La musica dal vivo è un’esperienza che va vissuta a 360 gradi da chi partecipa, da qualunque lato del palco si trovi. Tuttavia, per chi suona c’è una preparazione tecnica che va al di là delle abilità a usare gli strumenti o a cantare. A cominciare dall’utilizzo consapevole del mixer a seconda che ci si esibisca all’aperto o in un luogo chiuso.

Il mixer

Per impostare correttamente un sound check, bisogna proprio partire dal concetto che i suoni all’aperto o al chiuso sono molto differenti. Grazie a un mixer completo e professionale, si possono bilanciare i livelli di suoni e voci, a seconda di dove ci si sta esibendo.
In linea generale, all’interno è più facile avere il controllo del suono, fermo restando che tende a “rimbalzare” sulle pareti; all’esterno, invece, si disperde più facilmente, come è intuibile.

I suoni devono arrivare al pubblico in modo armonico e mai troppo aggressivo, mentre chi ha in mano il microfono ha necessità di un ritorno da monitor che gli consenta di inserirsi con la voce al volume e alla tonalità corrette. La buona comunicazione tra musicisti e fonici, in questo senso, diventa parte stessa del concerto!

Una chitarra troppo forte, una distorsione che assorda all’improvviso o una stonatura sono i rischi del mestiere, tuttavia possono capitare. In fase di prove, le impostazioni sul mixer devono essere modulate fino a sfiorare la perfezione, pur se l’imprevisto è inevitabile.
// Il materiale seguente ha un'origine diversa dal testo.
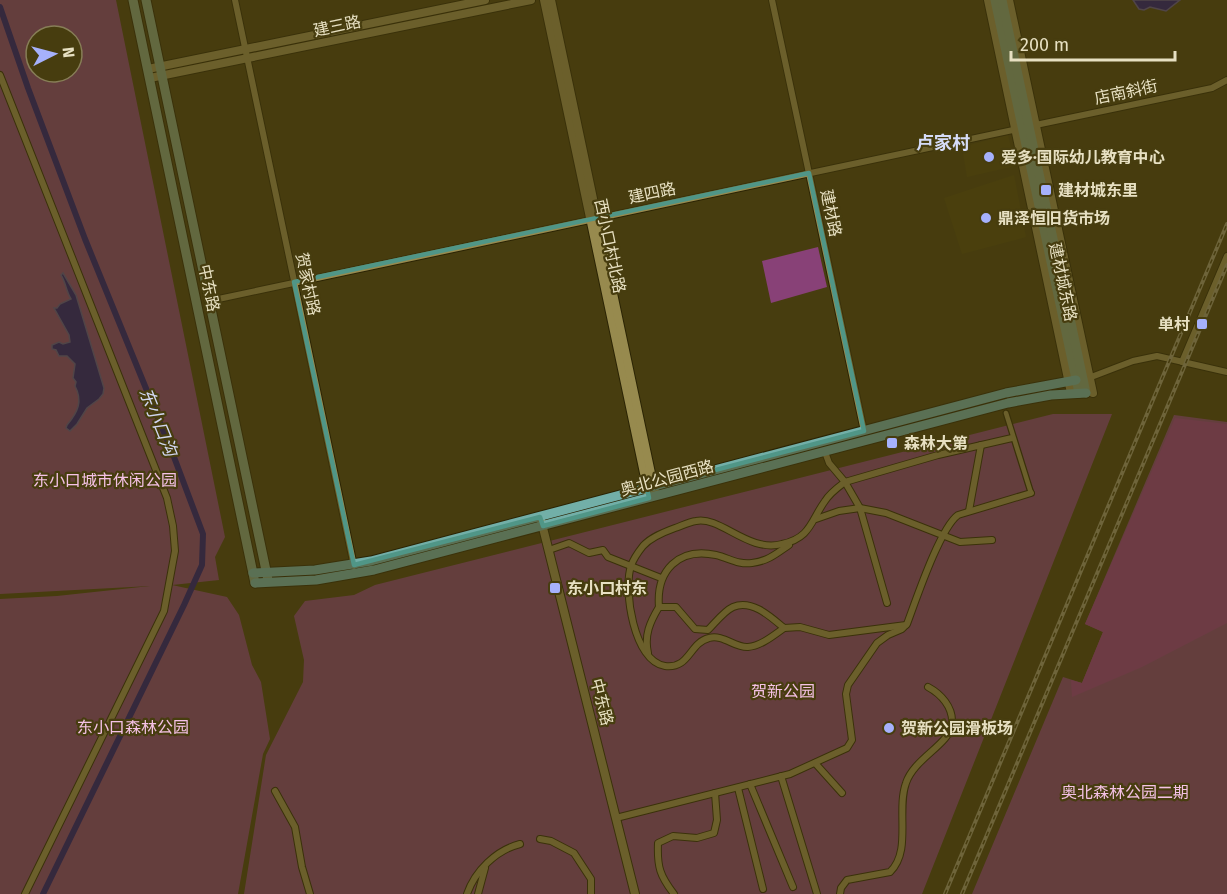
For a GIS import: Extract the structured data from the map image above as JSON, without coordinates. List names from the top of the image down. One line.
{"streets":{"main road":["建材城东路","中东路","奥北公园西路"],"street":["建三路","店南斜街","建四路","建材路","西小口村北路","贺家村路"]},"crossings":[["建三路","贺家村路"],["建三路","中东路"],["店南斜街","建四路"],["店南斜街","建材城东路"],["建四路","建材路"],["建四路","西小口村北路"],["建四路","建材城东路"],["建四路","贺家村路"],["建四路","中东路"],["建材路","奥北公园西路"],["西小口村北路","奥北公园西路"],["建材城东路","奥北公园西路"],["贺家村路","奥北公园西路"],["中东路","奥北公园西路"]],"districts":["卢家村"],"water":["东小口沟"],"parks":["东小口城市休闲公园","贺新公园","东小口森林公园","奥北森林公园二期"],"places":{"other":["爱多·国际幼儿教育中心","鼎泽恒旧货市场","贺新公园滑板场"],"transit":["建材城东里","单村","森林大第","东小口村东"]},"scale_bar":"200 m","north":"right"}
In linea generale, in un teatro o in un locale può essere fondamentale sfruttare l’architettura stessa per personalizzare tutti i bilanciamenti.

Accorgimenti e coinvolgimento

A livello di coinvolgimento del pubblico, un live all’aperto è meno “composto” e più emozionale: si possono fare commenti sul tempo (e se c’è pioggia attrezzarsi di conseguenza!), sul panorama e inserirsi in contesti storici di città bellissime.  
All’aperto possono esserci dei rumori di fondo di vario genere, quindi se un brano è particolarmente basso o va ascoltato con attenzione, occorrerebbe perlomeno stabilire con il pubblico quel feeling che consenta di eseguirlo con più silenzio possibile.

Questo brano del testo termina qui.